Write exactly, with no line omitted or added, the span beginning at the line that holds "Parse this screenshot: labels, road" and ending at the last line of the records.

Study material:
★ ★ ★ ★ ★ ★ ★
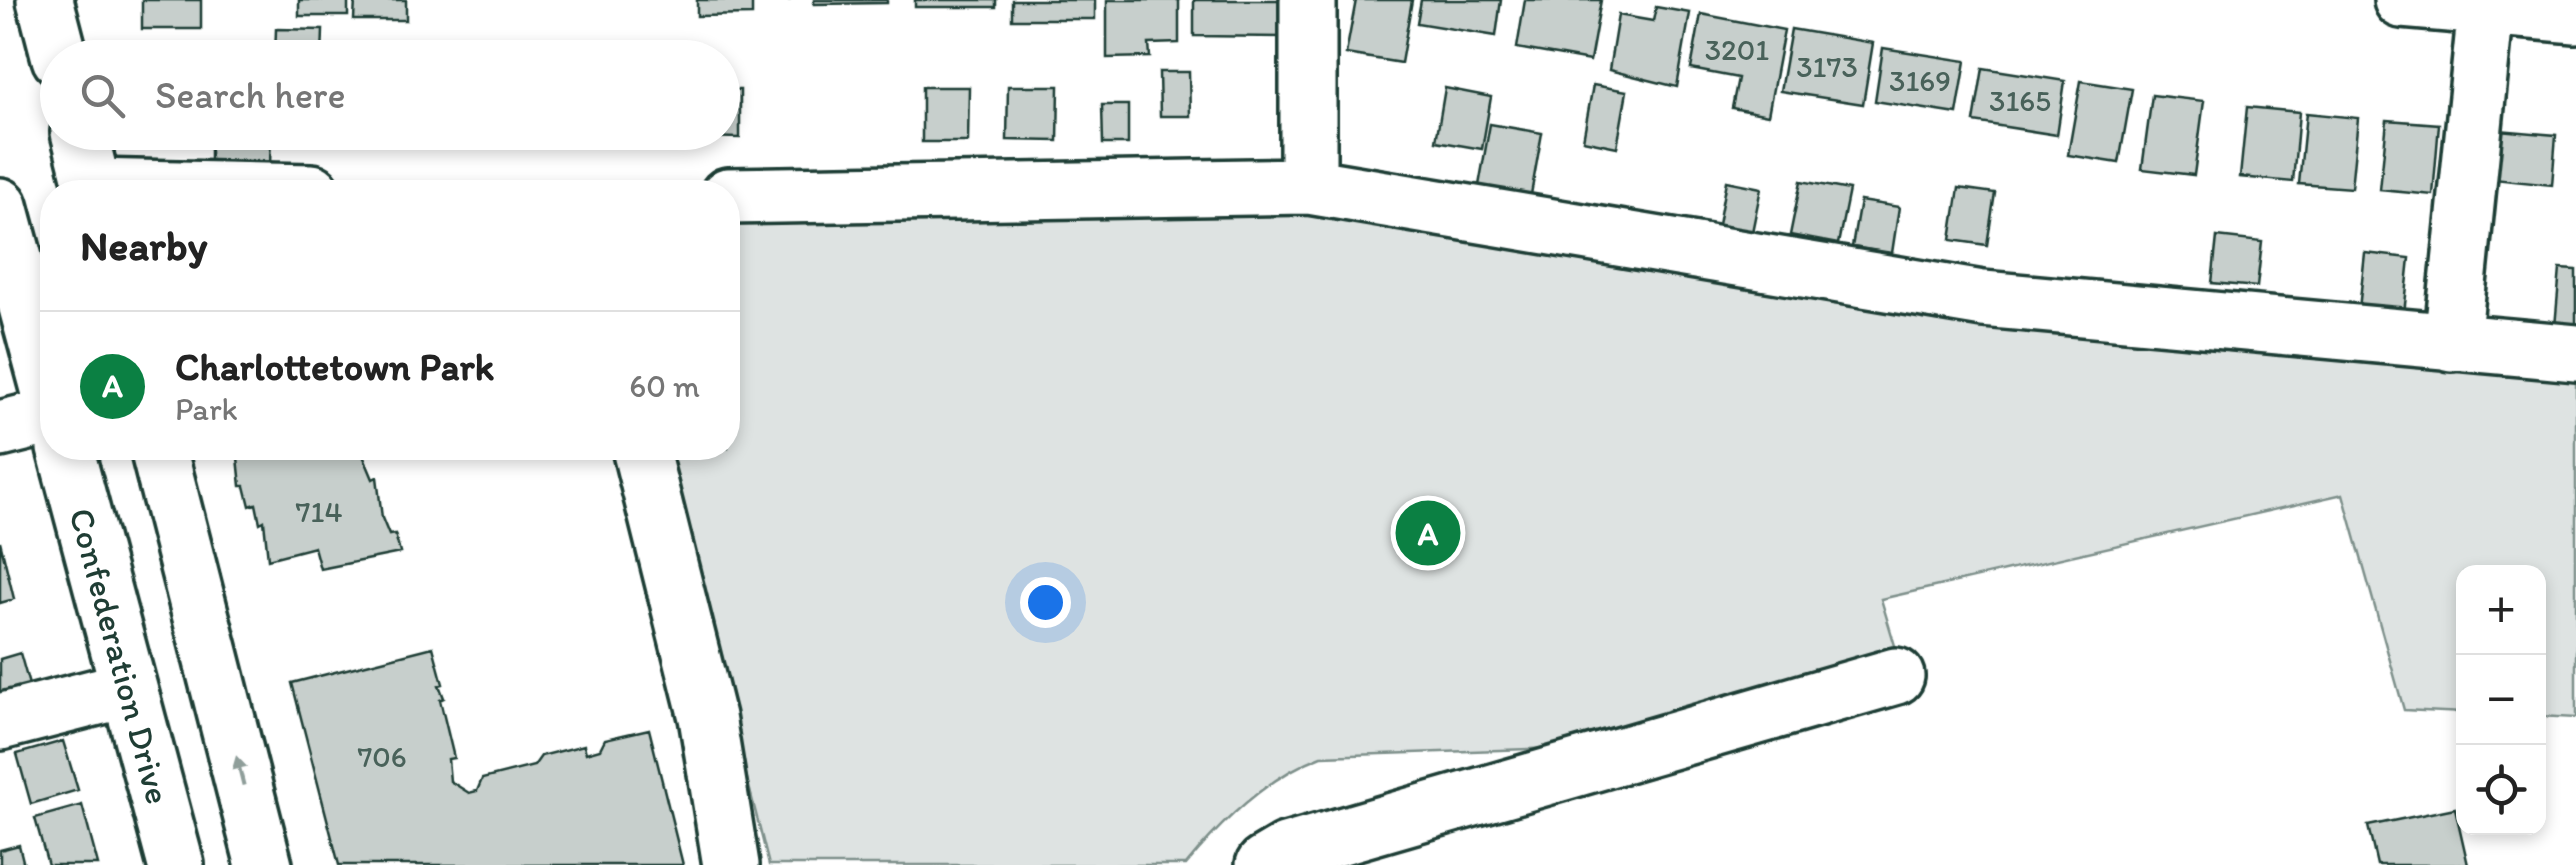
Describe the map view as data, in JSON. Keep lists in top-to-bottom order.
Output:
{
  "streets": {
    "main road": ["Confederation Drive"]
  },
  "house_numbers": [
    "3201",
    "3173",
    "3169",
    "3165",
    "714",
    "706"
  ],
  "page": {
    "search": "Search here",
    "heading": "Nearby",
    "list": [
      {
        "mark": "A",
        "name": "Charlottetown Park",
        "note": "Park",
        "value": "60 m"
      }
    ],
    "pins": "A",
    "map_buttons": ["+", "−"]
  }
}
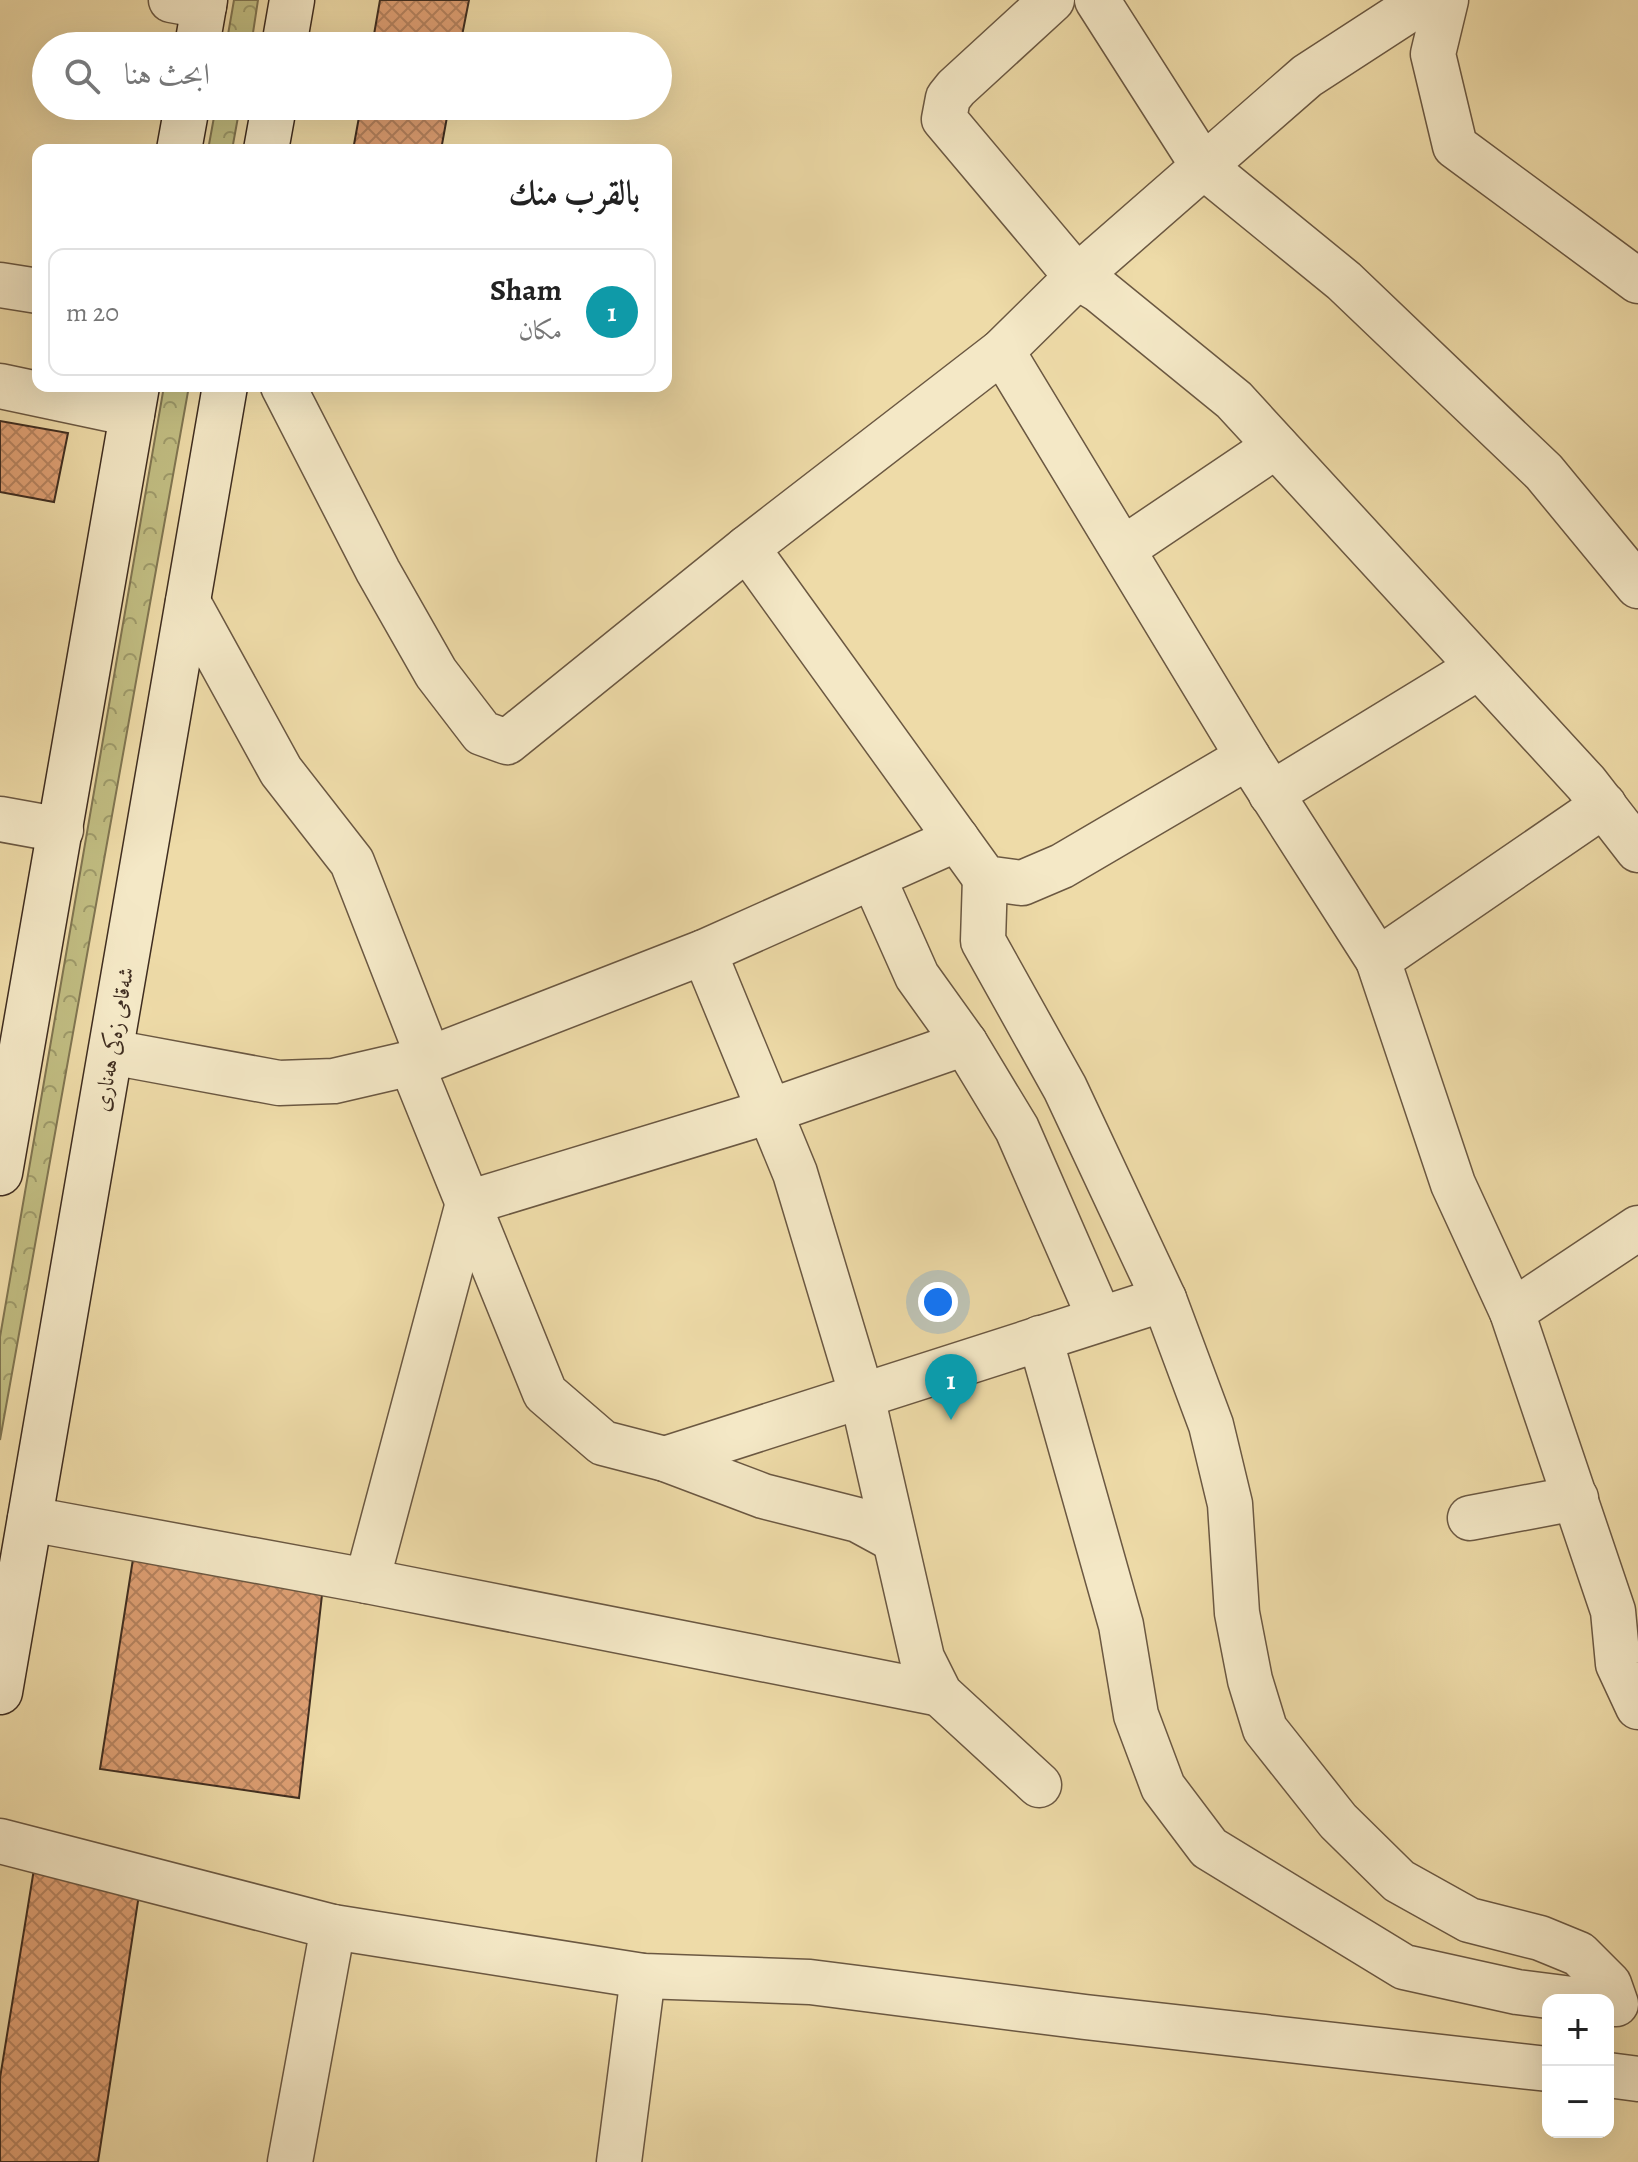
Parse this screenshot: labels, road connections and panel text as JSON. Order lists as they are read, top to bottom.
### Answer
★ ★ ★ ★ ★ ★ ★
Exercise solution:
Parse this screenshot: labels, road connections and panel text as JSON. Order lists as they are read, top to bottom.
### Answer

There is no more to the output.